◆ **Task**:
Find the string "note" in the data, then copy every line where it is found.

(Stored data entries)
------------------------------------
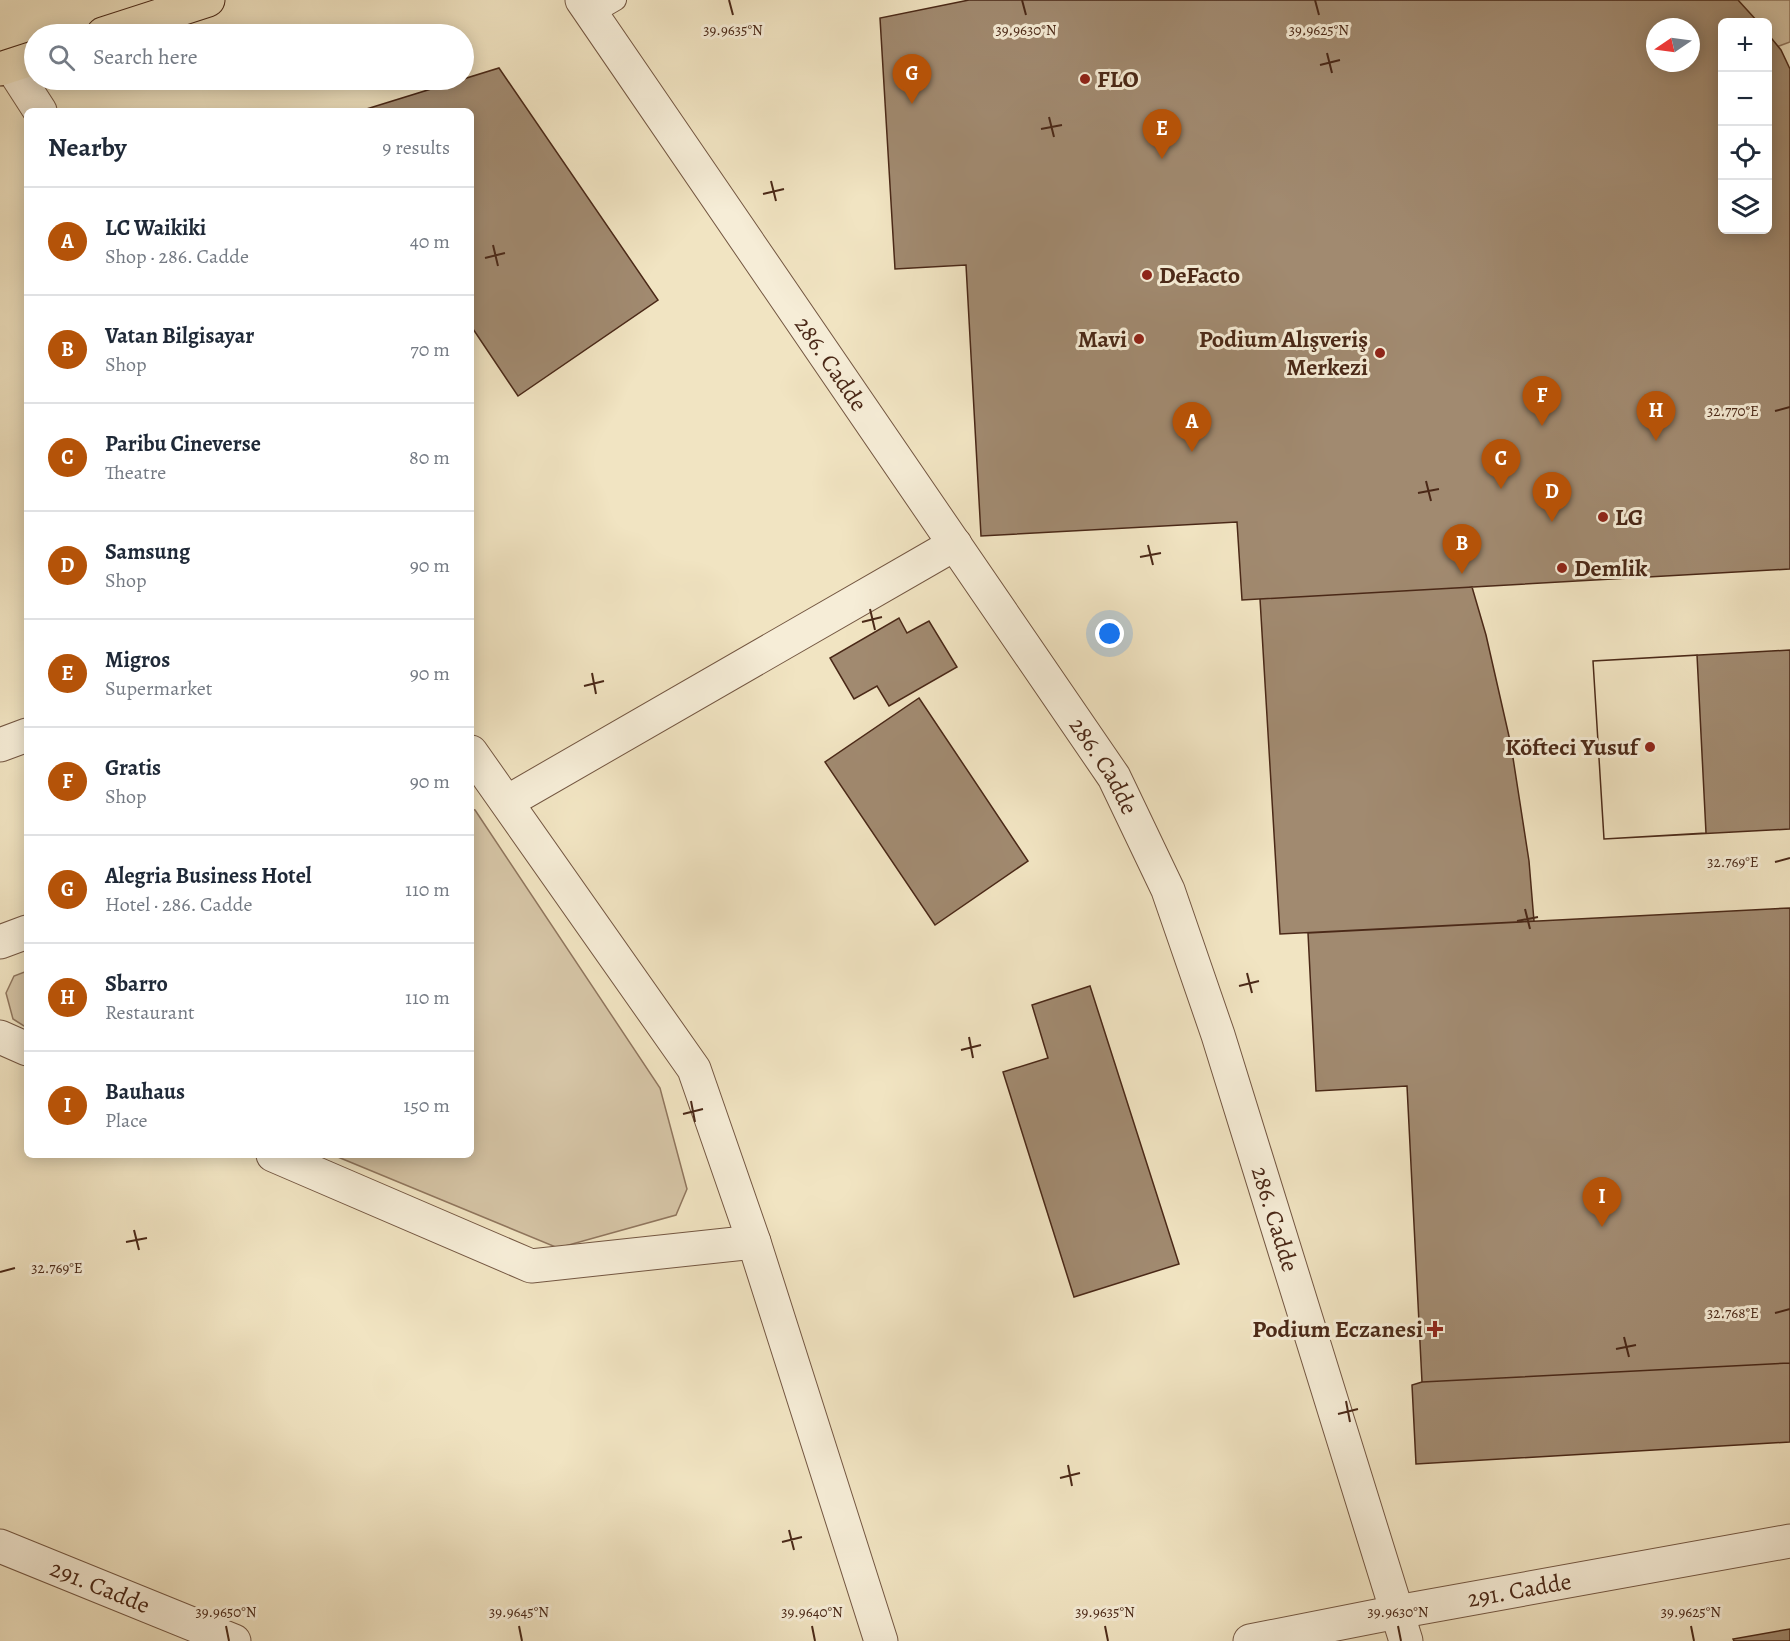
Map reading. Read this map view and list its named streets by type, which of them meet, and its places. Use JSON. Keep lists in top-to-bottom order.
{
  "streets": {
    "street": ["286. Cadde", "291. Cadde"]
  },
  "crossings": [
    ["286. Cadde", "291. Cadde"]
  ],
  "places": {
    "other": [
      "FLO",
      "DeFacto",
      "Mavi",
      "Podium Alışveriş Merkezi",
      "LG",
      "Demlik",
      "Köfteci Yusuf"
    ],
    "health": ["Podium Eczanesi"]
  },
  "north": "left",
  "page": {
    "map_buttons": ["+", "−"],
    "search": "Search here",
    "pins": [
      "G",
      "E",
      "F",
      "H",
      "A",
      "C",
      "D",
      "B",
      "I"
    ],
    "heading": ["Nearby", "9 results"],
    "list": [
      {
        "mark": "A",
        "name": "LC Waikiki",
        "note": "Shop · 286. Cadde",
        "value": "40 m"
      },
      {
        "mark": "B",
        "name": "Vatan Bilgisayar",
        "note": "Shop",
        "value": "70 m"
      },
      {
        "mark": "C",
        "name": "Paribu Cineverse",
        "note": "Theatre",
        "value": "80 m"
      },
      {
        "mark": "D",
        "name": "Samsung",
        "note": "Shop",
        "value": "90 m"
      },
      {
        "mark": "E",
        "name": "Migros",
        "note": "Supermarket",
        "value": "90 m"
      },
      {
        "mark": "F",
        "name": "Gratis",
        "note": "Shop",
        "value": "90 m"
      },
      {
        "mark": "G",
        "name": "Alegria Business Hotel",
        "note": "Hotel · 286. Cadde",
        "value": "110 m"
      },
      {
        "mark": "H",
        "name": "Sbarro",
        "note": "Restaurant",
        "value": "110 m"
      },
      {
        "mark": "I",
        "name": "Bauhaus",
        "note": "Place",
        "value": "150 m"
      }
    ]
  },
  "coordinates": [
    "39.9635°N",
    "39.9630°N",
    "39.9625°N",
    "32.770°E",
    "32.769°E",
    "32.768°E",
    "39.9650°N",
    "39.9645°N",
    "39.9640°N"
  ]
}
------------------------------------
◆ **Response**:
        "note": "Shop · 286. Cadde",
        "note": "Shop",
        "note": "Theatre",
        "note": "Shop",
        "note": "Supermarket",
        "note": "Shop",
        "note": "Hotel · 286. Cadde",
        "note": "Restaurant",
        "note": "Place",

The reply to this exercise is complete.